Dormant, but not asleep. Not anymore.

He reaches, barely thinking, running a finger across the mark on his palm. The words in his head snap into focus:

**Primary Condition: Awakened**

**Celestial Bonds Available: 0/3**

He stares, afraid to blink. Three what? Three bonds? The bottle? His family?

He isn't sure what triggers it, but the words shift, a sub-menu:

**Bond Candidates: Tali Voss (Dormant), Lyra Voss (Unavailable), Darien Voss (Unavailable)**

Kairen's heart hitches in his ribs. He tries to touch one, tries to invoke it. Nothing. But the menu slides away, replaced by something worse.

**Warning: Host Manifestation Unstable. Continued progression will accelerate divergence.**

What the hell. He presses harder on the mark, ignoring the way his wrist jitters. He wants divergence. He wants to see what's next.

Instead, the interface fades, leaving only a single afterimage:

**Survive until Integration.**

A dare, maybe. Or a test.

He spends the next day half-alive, mind gnawing at what "integration" could mean. Scales tighten around his forearm, easy to hide but impossible not to notice. Tali throws apples at him, shouts at sprites, insists on walking the boundary three times before dusk.

At supper, Ardan sets the plates but leaves early. The medallion sits in the center of the table, and Kairen realizes he's meant to wear it, not hide it: the symbol of the house, chain stamped with the sigil of the Guild.
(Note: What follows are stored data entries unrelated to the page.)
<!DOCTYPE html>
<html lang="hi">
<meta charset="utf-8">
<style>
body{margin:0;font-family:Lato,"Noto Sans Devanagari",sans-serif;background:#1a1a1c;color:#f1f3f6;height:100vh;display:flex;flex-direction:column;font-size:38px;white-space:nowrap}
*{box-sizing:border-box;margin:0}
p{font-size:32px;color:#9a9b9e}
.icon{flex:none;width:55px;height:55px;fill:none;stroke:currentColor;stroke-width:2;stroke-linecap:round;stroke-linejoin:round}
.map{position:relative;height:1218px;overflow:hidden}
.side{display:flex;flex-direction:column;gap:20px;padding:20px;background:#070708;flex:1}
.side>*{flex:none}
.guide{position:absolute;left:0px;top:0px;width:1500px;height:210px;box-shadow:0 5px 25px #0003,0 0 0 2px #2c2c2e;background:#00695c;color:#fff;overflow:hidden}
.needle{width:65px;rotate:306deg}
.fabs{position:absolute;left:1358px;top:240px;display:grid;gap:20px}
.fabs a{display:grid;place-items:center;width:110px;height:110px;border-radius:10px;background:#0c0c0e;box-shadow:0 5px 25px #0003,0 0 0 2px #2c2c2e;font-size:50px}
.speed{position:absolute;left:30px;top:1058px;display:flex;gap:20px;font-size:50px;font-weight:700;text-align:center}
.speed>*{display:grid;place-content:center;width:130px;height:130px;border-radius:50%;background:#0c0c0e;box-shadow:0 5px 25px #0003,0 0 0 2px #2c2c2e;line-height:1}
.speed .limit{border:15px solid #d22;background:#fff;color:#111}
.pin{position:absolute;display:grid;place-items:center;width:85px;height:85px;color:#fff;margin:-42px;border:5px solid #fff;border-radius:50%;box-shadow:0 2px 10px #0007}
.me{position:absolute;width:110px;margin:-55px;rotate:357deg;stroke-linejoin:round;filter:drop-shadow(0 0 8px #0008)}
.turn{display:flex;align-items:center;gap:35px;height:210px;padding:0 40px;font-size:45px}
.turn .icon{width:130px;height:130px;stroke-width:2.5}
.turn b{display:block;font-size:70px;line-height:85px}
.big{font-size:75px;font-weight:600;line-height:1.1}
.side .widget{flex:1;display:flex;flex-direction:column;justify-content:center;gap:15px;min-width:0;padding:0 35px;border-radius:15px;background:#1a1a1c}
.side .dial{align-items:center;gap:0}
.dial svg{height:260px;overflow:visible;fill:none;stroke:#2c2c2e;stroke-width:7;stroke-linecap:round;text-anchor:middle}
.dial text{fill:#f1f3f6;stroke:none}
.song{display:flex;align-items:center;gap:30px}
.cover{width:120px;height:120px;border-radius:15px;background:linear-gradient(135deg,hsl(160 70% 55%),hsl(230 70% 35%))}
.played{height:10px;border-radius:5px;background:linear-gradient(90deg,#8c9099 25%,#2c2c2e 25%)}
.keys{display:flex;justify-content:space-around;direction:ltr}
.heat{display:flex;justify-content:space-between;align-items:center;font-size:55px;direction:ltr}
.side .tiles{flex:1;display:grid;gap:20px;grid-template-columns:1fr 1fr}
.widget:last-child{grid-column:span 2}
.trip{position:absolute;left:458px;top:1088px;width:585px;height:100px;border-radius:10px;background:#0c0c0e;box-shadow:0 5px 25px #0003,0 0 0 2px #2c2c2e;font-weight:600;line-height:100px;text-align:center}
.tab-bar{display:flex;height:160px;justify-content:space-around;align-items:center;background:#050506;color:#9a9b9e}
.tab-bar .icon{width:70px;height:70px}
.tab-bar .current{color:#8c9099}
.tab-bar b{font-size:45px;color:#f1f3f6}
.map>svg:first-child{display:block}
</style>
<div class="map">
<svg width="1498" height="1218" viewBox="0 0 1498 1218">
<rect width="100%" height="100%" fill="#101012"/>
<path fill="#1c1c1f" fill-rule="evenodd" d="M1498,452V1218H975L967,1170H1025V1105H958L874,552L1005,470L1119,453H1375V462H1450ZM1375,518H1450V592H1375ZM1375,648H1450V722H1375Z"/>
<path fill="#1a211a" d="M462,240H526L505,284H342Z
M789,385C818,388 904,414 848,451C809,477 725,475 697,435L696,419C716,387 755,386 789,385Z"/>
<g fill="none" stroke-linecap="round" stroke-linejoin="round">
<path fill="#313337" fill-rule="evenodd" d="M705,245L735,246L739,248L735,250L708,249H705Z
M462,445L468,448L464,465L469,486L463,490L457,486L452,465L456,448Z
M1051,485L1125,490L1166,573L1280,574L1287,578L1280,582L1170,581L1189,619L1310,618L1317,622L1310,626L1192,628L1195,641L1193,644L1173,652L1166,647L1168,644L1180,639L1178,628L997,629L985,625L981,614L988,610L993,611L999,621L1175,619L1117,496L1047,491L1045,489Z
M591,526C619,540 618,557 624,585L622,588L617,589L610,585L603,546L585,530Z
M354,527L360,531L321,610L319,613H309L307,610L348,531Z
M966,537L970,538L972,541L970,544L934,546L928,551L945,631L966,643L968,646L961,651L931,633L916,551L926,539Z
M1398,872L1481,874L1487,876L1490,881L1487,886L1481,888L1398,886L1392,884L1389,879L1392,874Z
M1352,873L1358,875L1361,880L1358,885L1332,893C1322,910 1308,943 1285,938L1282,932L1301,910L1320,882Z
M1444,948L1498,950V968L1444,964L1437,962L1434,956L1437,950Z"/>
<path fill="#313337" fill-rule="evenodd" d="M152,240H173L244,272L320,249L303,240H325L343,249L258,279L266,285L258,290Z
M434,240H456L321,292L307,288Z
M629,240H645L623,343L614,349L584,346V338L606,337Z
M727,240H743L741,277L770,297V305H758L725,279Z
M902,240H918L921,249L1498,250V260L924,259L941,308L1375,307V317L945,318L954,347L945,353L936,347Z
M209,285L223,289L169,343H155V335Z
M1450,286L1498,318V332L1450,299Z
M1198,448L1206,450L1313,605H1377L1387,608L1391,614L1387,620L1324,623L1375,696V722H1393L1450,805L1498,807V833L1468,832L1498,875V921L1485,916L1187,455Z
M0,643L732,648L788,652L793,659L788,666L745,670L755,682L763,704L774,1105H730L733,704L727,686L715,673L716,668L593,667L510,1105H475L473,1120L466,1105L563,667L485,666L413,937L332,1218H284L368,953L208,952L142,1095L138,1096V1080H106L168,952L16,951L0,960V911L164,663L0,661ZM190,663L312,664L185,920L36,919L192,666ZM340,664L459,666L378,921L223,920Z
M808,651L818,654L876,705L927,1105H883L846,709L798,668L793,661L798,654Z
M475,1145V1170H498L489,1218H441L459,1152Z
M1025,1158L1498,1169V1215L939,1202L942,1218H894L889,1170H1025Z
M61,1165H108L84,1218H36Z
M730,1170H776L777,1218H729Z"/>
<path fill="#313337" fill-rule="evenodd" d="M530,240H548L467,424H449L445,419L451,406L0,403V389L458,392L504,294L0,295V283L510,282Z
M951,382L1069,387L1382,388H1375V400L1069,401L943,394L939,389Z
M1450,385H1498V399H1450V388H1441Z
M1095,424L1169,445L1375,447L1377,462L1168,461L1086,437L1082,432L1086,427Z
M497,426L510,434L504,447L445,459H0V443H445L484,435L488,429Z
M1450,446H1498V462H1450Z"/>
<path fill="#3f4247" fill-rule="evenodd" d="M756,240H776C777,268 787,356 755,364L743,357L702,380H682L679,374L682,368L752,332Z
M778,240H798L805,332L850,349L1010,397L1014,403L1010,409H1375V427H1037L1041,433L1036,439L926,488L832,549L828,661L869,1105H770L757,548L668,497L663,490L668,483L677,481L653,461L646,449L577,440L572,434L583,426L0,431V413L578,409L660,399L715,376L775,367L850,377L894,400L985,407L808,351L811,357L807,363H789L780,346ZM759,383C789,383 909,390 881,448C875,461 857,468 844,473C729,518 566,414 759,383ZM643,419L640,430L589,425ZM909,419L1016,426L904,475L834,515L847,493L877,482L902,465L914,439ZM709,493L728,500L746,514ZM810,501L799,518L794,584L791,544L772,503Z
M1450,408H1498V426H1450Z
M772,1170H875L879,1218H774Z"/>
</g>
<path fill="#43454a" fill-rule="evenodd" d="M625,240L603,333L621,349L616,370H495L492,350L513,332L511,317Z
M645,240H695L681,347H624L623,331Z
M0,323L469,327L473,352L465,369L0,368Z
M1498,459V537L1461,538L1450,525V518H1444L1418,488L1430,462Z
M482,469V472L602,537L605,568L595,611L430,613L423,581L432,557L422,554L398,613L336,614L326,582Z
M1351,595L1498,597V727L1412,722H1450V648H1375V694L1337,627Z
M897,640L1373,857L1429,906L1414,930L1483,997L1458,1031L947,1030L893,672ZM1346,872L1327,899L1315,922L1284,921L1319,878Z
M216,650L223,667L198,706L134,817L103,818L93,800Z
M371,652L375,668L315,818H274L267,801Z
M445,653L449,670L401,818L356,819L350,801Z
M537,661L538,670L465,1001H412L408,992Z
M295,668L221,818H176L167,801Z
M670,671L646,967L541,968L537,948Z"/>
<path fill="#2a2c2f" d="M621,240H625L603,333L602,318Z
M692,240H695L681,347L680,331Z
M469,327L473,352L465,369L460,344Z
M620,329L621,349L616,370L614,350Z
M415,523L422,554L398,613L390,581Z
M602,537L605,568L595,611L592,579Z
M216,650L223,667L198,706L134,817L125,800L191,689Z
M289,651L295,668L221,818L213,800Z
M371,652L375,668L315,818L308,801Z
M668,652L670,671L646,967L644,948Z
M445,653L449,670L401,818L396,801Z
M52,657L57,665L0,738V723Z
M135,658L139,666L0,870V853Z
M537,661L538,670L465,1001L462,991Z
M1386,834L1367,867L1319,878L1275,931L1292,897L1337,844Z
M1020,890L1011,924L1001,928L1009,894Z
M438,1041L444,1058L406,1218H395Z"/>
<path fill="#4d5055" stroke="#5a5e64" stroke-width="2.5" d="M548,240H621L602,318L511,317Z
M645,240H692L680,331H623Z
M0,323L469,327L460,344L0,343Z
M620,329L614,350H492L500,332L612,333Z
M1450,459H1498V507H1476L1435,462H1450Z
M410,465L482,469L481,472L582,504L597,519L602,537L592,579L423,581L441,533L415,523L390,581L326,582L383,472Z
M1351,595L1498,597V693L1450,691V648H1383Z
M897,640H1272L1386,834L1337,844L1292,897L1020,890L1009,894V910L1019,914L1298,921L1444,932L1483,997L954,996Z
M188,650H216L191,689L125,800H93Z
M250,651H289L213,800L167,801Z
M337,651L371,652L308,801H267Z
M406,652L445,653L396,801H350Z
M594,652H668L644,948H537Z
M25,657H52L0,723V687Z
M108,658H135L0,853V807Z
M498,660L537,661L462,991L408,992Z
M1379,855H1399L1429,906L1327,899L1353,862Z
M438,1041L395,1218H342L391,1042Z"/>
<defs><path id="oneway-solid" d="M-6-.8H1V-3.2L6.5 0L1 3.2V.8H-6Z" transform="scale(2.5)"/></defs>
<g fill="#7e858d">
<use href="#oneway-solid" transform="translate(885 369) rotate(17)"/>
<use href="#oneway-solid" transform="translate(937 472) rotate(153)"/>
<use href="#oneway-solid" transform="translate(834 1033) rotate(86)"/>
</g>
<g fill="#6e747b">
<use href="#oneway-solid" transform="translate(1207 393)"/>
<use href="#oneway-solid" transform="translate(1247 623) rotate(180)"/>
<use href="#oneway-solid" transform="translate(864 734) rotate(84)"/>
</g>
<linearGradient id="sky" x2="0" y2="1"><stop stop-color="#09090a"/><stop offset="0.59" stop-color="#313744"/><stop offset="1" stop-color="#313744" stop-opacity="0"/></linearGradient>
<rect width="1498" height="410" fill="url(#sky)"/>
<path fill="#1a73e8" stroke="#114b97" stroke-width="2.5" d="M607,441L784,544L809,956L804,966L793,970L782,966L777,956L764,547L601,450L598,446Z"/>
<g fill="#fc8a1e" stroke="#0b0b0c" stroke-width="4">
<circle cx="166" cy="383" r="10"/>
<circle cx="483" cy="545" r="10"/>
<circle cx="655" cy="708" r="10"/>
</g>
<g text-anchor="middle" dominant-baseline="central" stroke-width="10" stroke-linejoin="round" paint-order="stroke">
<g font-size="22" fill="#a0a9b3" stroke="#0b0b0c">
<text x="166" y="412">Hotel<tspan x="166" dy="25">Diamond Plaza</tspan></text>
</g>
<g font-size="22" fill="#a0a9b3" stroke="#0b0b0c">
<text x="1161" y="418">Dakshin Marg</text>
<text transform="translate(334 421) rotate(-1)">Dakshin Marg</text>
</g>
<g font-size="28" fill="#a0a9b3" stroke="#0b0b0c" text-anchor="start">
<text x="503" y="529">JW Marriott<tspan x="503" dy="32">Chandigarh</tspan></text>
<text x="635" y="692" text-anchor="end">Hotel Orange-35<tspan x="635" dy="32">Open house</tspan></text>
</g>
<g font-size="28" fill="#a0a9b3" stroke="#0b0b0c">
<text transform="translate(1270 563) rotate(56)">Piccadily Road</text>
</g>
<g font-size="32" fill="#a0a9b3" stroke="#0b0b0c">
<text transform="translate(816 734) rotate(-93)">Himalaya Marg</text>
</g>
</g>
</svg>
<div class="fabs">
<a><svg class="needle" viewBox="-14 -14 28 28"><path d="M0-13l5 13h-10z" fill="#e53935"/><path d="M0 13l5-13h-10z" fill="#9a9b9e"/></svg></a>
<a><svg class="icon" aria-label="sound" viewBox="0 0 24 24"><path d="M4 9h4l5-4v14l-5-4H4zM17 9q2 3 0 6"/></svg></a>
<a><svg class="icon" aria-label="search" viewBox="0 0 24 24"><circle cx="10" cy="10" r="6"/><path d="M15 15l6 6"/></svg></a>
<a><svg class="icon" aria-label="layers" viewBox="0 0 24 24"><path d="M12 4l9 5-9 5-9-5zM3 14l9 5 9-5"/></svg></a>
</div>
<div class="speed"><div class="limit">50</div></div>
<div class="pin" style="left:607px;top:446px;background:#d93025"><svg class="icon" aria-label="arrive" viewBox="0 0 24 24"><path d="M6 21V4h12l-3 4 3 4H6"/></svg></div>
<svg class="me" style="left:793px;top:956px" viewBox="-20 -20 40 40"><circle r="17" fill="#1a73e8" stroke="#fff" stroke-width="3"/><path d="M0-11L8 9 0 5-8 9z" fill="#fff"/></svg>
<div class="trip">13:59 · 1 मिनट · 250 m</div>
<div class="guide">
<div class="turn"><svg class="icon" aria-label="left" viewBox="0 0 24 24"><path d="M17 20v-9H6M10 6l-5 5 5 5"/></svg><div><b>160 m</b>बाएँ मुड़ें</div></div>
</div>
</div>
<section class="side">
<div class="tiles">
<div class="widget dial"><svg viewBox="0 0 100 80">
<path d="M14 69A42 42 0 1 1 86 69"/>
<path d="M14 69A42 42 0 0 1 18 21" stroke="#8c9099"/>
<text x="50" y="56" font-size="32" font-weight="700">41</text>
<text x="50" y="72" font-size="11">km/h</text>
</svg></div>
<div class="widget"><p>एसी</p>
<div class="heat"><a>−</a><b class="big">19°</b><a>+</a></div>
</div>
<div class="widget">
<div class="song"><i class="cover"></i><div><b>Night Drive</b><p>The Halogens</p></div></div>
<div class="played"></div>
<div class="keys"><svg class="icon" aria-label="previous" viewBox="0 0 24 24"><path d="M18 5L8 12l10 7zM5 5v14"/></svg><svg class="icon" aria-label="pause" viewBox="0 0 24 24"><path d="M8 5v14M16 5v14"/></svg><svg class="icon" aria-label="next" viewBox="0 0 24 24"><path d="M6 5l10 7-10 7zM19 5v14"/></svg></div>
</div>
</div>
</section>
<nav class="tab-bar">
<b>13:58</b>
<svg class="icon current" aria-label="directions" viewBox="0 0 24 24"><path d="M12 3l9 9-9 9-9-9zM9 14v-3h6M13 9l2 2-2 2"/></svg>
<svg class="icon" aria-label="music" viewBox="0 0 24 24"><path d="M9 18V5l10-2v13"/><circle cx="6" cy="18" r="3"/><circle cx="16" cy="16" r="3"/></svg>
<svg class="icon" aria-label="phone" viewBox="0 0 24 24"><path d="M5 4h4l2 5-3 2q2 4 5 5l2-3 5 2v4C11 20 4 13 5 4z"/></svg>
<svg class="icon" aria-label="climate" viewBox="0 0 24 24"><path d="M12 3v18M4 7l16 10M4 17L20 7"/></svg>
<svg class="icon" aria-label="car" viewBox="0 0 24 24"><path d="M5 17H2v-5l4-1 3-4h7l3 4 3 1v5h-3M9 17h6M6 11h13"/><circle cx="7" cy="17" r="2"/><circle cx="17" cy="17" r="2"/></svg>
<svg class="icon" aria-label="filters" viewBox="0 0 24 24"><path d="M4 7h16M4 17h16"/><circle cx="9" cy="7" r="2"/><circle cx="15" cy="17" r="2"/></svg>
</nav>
He loops it around his neck, hiding it under the collar. Tali grins at him, eyes shining like a match about to catch.

The night lurches toward morning, and again the house refuses to rest. Kairen feels the pull of the basement, the iron door, the spiral stairs. The vial thrums in his desk: come and open, pour and see.

He sits, cross-legged, on the floor of his room, palms up, breathing through the pain and the want. For the first time, he thinks he understands where the monster stories come from. For the first time, he feels like the darkness worth fearing is the one you make, not the one that goes bump.

He closes his hand around the mark, feeling it burn to the bone.

When dawn comes, Kairen is still there, pulse steady, watching the blue above the window as if it belongs to him.